El personaje de la izquierda es un hombre corpulento cuyas facciones quedan totalmente ocultas por la indumentaria que lleva, un voluminoso equipo de pesca submarina: traje de goma brillante, negra a franjas blancas, gorro negro, máscara, botella de oxígeno, arpón, puñal con mango de corcho, reloj sumergible, palmas.

El personaje de la derecha, que es con toda certeza el viejo japonés que está posando, va vestido con un largo ropaje negro de reflejos rojizos.

El tercer personaje está en primer término, arrodillado frente a los otros dos, de espaldas al espectador. Lleva en la cabeza un birrete en forma de rombo como los profesores y los alumnos de las universidades anglosajonas en la entrega de diplomas.

El suelo, pintado con una precisión extrema, es un enlosado geométrico cuyos motivos reproducen el mosaico de mármol traído de Roma, hacia 1268, por artesanos italianos para el coro de la abadía de Westminster, de la que entonces era abad Robert Ware.

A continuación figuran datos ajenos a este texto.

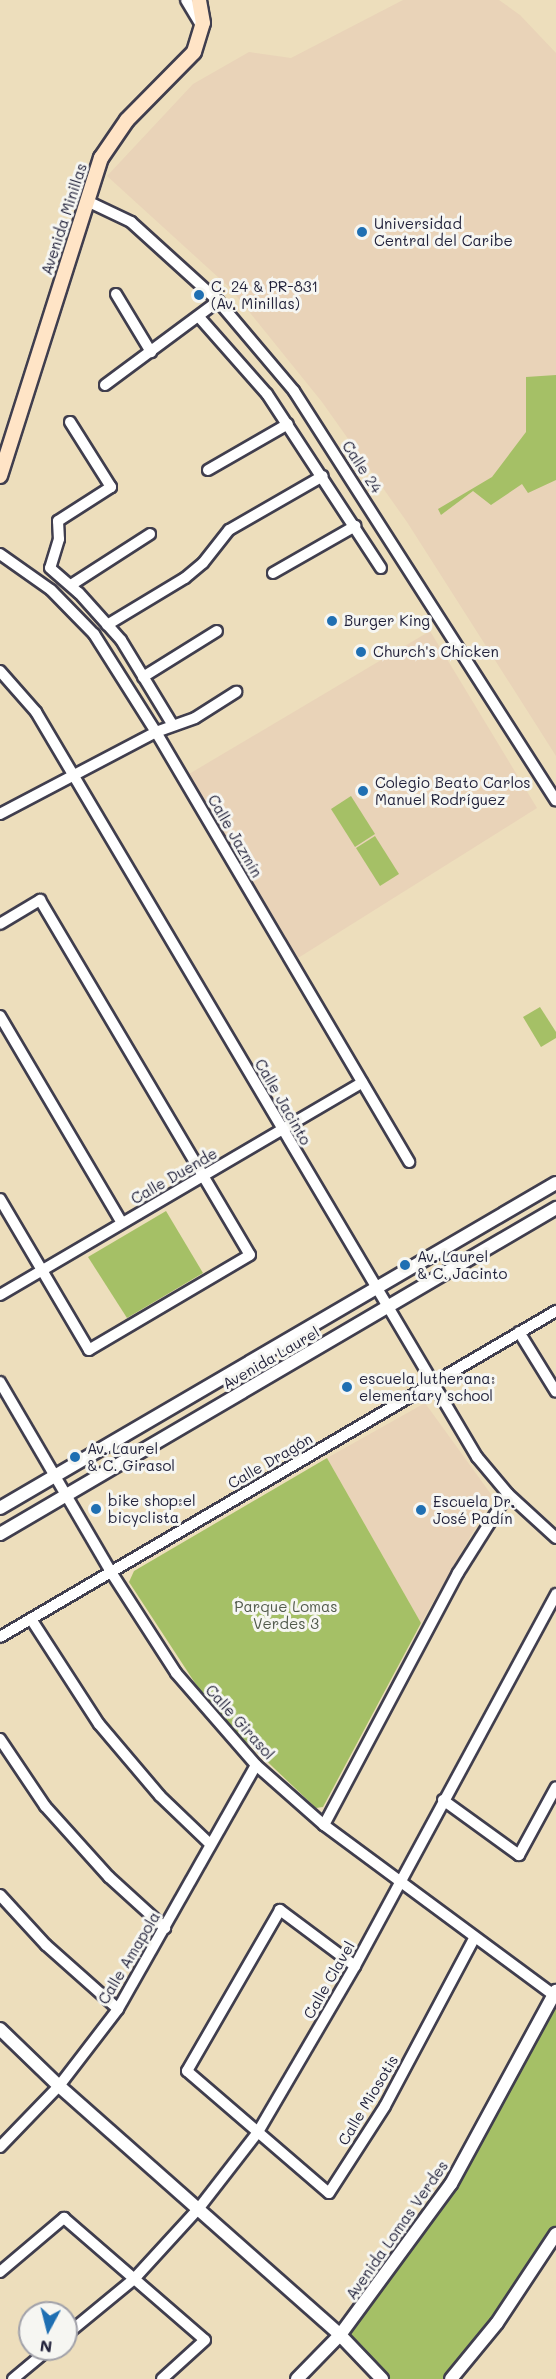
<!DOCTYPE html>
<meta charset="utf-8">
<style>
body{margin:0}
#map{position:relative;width:556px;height:2379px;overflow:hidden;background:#eddebc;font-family:Mali,sans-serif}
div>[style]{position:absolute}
.built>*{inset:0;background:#e9d3b8}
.green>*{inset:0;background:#a5c066}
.roads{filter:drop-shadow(2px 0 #403e4e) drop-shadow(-2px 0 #403e4e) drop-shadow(0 2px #403e4e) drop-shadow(0 -2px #403e4e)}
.minor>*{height:10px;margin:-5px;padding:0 5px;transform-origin:5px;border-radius:5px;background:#fff}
.tertiary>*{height:12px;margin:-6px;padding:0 6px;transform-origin:6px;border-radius:6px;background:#fff}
.secondary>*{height:14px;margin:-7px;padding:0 7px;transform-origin:7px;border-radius:7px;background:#ffe4c6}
.dots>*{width:16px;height:16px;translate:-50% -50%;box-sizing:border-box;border:3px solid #f6f6f2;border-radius:50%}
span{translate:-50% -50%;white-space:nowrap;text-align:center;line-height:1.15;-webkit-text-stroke:6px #f6f6f2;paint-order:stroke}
.street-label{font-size:15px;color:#22223b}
.poi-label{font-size:15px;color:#22223b}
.left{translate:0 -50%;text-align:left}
.park-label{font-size:15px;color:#50594a}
.north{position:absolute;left:18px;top:2301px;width:60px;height:60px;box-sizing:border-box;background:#f6f6f2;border:2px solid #a1a1a9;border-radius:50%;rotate:187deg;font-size:16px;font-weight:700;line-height:24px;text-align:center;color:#22223b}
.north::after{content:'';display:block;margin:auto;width:21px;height:27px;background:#1f6fb2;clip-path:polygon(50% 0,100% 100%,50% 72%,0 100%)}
</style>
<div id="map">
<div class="built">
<i style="clip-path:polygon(403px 0,499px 0,520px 15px,556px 53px,556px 756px,407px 522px,322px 402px,230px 288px,107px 176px,193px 84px,249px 52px,291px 58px)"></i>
<i style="clip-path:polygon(430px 631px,537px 808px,298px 958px,189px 774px)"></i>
<i style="clip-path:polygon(425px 1403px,493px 1497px,421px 1623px,327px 1458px)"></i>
</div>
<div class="green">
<i style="clip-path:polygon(556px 375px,556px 480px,528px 493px,522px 484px,491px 505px,473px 491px,441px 515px,438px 509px,492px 477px,526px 432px,526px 377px)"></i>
<i style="clip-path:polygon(351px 796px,375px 834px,355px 847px,331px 809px)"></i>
<i style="clip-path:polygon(375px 836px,399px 874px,380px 886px,356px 848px)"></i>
<i style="clip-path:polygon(540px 1007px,556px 1032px,556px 1038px,541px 1047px,523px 1017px)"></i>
<i style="clip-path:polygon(166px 1211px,203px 1273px,127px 1318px,88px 1257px)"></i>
<i style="clip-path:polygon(327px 1458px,421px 1623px,323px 1807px,316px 1808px,234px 1730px,197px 1686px,129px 1582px,134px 1571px)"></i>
<i style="clip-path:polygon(556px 1991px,556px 2234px,451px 2379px,382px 2379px,340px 2335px,451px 2184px)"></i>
</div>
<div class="roads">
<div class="minor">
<i style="left:186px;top:0;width:31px;rotate:59deg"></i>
<i style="left:87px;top:201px;width:49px;rotate:25.5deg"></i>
<i style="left:131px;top:222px;width:118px;rotate:42.2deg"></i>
<i style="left:218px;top:301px;width:118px;rotate:49.8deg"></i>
<i style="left:294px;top:391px;width:486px;rotate:57.4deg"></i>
<i style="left:116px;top:294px;width:68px;rotate:58.9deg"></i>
<i style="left:199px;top:317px;width:103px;rotate:48.6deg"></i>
<i style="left:267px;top:394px;width:208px;rotate:56.8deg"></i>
<i style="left:105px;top:385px;width:141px;rotate:-36.6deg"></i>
<i style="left:70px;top:422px;width:77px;rotate:57.8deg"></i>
<i style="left:111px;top:487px;width:63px;rotate:147.3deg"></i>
<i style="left:58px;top:521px;width:18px;rotate:87deg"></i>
<i style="left:59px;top:539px;width:30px;rotate:107deg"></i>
<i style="left:50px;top:568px;width:38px;rotate:41deg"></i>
<i style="left:79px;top:593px;width:63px;rotate:48.2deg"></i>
<i style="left:121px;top:640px;width:98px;rotate:58.7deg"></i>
<i style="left:208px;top:470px;width:92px;rotate:-29.9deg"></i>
<i style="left:0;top:554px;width:62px;rotate:35.2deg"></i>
<i style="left:51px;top:590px;width:62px;rotate:45.7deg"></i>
<i style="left:94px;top:634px;width:116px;rotate:57.7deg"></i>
<i style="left:156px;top:732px;width:499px;rotate:59.5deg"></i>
<i style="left:273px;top:573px;width:95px;rotate:-29.8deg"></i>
<i style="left:71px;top:585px;width:94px;rotate:-32.8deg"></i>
<i style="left:107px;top:625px;width:91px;rotate:-31.1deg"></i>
<i style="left:185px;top:578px;width:23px;rotate:-40deg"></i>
<i style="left:203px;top:563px;width:42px;rotate:-51.8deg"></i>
<i style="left:229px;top:530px;width:108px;rotate:-29.9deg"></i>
<i style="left:0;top:671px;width:55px;rotate:48.7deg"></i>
<i style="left:36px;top:712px;width:866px;rotate:59.38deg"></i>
<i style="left:477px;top:1457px;width:48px;rotate:50deg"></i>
<i style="left:508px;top:1494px;width:65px;rotate:42.5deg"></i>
<i style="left:143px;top:677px;width:87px;rotate:-31.9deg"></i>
<i style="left:0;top:814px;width:176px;rotate:-27.7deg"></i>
<i style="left:156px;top:732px;width:41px;rotate:-19.7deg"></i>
<i style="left:195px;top:718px;width:49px;rotate:-32.4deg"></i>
<i style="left:0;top:924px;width:47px;rotate:-31deg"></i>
<i style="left:40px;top:900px;width:412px;rotate:59.4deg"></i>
<i style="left:250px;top:1255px;width:187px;rotate:149.5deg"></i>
<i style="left:89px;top:1350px;width:175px;rotate:-120.5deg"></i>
<i style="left:0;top:1016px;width:240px;rotate:59.5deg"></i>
<i style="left:0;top:1295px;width:420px;rotate:-30.4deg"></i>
<i style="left:519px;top:1332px;width:70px;rotate:58.3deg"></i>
<i style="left:0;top:1382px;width:220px;rotate:59.7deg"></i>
<i style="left:111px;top:1572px;width:120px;rotate:57.2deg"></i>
<i style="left:176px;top:1673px;width:122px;rotate:49deg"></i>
<i style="left:256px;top:1765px;width:91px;rotate:41.4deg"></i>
<i style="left:324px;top:1825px;width:286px;rotate:36.5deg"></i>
<i style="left:31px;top:1619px;width:125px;rotate:57.1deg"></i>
<i style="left:99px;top:1724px;width:94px;rotate:49.7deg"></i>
<i style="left:160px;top:1796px;width:69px;rotate:43.8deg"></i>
<i style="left:0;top:1637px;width:645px;rotate:-30.38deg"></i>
<i style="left:0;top:1739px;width:81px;rotate:56.1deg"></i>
<i style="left:45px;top:1806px;width:96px;rotate:48deg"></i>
<i style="left:109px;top:1877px;width:76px;rotate:42.3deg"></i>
<i style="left:443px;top:1800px;width:94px;rotate:35.9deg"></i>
<i style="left:519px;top:1855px;width:77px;rotate:-61.4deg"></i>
<i style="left:324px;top:1825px;width:285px;rotate:-62deg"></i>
<i style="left:458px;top:1573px;width:93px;rotate:-57.7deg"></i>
<i style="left:0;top:1895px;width:68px;rotate:47.4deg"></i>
<i style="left:46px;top:1945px;width:96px;rotate:41.6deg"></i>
<i style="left:355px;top:1966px;width:94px;rotate:-143.3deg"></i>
<i style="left:280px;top:1910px;width:186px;rotate:120deg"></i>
<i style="left:187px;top:2071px;width:187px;rotate:40.7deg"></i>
<i style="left:329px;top:2193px;width:103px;rotate:-57.2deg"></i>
<i style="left:385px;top:2106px;width:191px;rotate:-62deg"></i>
<i style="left:0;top:2147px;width:85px;rotate:-46deg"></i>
<i style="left:59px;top:2086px;width:97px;rotate:-52.5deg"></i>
<i style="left:118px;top:2009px;width:280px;rotate:-60.5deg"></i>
<i style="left:0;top:2272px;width:84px;rotate:-40.2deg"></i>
<i style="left:64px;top:2218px;width:186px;rotate:40.9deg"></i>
<i style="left:205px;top:2340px;width:58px;rotate:137.8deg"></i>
<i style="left:66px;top:2335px;width:88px;rotate:-39.5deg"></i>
<i style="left:134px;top:2279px;width:96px;rotate:-47.5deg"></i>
<i style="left:199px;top:2208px;width:96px;rotate:-52.2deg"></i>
<i style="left:258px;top:2132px;width:192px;rotate:-59.7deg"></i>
<i style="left:355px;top:1966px;width:423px;rotate:-61.6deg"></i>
<i style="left:13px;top:2379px;width:47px;rotate:-39.8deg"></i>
</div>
<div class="tertiary">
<i style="left:0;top:1508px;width:644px;rotate:-30.31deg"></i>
<i style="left:0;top:1534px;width:645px;rotate:-30.38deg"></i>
<i style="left:0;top:2029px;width:82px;rotate:44deg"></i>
<i style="left:59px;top:2086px;width:375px;rotate:41.5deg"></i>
<i style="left:340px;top:2335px;width:61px;rotate:46.3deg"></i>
<i style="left:297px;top:2379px;width:62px;rotate:-45.7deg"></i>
<i style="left:340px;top:2335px;width:187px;rotate:-53.7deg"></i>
<i style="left:451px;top:2184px;width:220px;rotate:-61.5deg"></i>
<i style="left:451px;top:2379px;width:72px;rotate:-50.6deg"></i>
<i style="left:497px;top:2323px;width:107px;rotate:-56.5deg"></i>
</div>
<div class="secondary">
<i style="left:0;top:476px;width:334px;rotate:-72.4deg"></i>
<i style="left:101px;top:158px;width:46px;rotate:-55.6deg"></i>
<i style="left:127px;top:120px;width:95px;rotate:-45.4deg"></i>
<i style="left:194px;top:52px;width:30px;rotate:-73deg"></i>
<i style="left:203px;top:23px;width:23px;rotate:-100deg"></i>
</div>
</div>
<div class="dots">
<i style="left:362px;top:232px;background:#1f6fb2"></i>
<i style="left:199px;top:295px;background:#1f6fb2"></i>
<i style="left:332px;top:621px;background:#1f6fb2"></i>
<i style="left:361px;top:652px;background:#1f6fb2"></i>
<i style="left:363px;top:791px;background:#1f6fb2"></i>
<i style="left:405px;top:1265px;background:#1f6fb2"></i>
<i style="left:347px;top:1387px;background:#1f6fb2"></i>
<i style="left:75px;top:1457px;background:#1f6fb2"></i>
<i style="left:96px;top:1509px;background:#1f6fb2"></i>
<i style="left:421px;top:1510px;background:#1f6fb2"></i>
</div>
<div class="street-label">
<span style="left:64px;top:219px;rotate:-72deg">Avenida Minillas</span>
<span style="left:362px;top:467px;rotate:57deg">Calle 24</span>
<span style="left:235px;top:836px;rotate:60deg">Calle Jazmín</span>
<span style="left:283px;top:1102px;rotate:60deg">Calle Jacinto</span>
<span style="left:174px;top:1176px;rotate:-30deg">Calle Duende</span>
<span style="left:271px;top:1358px;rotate:-30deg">Avenida Laurel</span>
<span style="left:270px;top:1461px;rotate:-30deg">Calle Dragón</span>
<span style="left:240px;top:1722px;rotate:48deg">Calle Girasol</span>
<span style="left:129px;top:1958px;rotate:-59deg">Calle Amapola</span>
<span style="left:329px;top:1980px;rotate:-60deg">Calle Clavel</span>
<span style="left:368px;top:2100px;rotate:-59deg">Calle Miosotis</span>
<span style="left:397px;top:2230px;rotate:-55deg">Avenida Lomas Verdes</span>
</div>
<div class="poi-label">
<span class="left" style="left:374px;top:232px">Universidad<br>Central del Caribe</span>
<span class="left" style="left:211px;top:295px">C. 24 &amp; PR-831<br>(Av. Minillas)</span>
<span class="left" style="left:344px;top:621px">Burger King</span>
<span class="left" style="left:373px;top:652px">Church's Chicken</span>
<span class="left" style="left:375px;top:791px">Colegio Beato Carlos<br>Manuel Rodríguez</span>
<span class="left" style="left:417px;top:1265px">Av. Laurel<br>&amp; C. Jacinto</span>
<span class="left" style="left:359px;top:1387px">escuela lutherana:<br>elementary school</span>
<span class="left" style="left:87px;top:1457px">Av. Laurel<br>&amp; C. Girasol</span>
<span class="left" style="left:108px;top:1509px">bike shop:el<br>bicyclista</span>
<span class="left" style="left:433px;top:1510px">Escuela Dr.<br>José Padín</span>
</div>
<div class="park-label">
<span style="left:286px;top:1615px">Parque Lomas<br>Verdes 3</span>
</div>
<div class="north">N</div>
</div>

Desde los años heroicos de su «época brumosa» y del
mineral art
—estética del amontonamiento de la piedra—, cuya manifestación más memorable fue la «reivindicación», la «firma» y, un poco más tarde, la venta —a un urbanista de Urbana, Illinois— de una de las barricadas de la calle Gay-Lussac—, albergaba Hutting la intención de hacerse retratista y muchos de sus clientes le suplicaban que les hiciera el retrato. Su problema, como en otras empresas pictóricas, estribaba en elaborar un protocolo, en hallar, como decía él mismo, una receta que le permitiera hacer buenos «guisos».

Durante unos meses aplicó un método que, según decía él, le había revelado, por tres rondas de ginebra, un mendigo mulato al que conoció en un bar misérrimo de Long Island, pero, por más que había insistido, no había querido descubrirle su origen. Consistía en escoger los colores de un retrato partiendo de una secuencia invariable de once matices y tres cifras claves proporcionadas la primera por la fecha y hora del «nacimiento» del cuadro, entendiendo por «nacimiento» del cuadro la primera sesión de pose, la segunda por la fase de la luna en el momento de la «concepción» del cuadro, refiriéndose esta última a la circunstancia que lo había puesto en marcha, por ejemplo el telefonazo que había decidido su encargo, y la tercera por el precio exigido.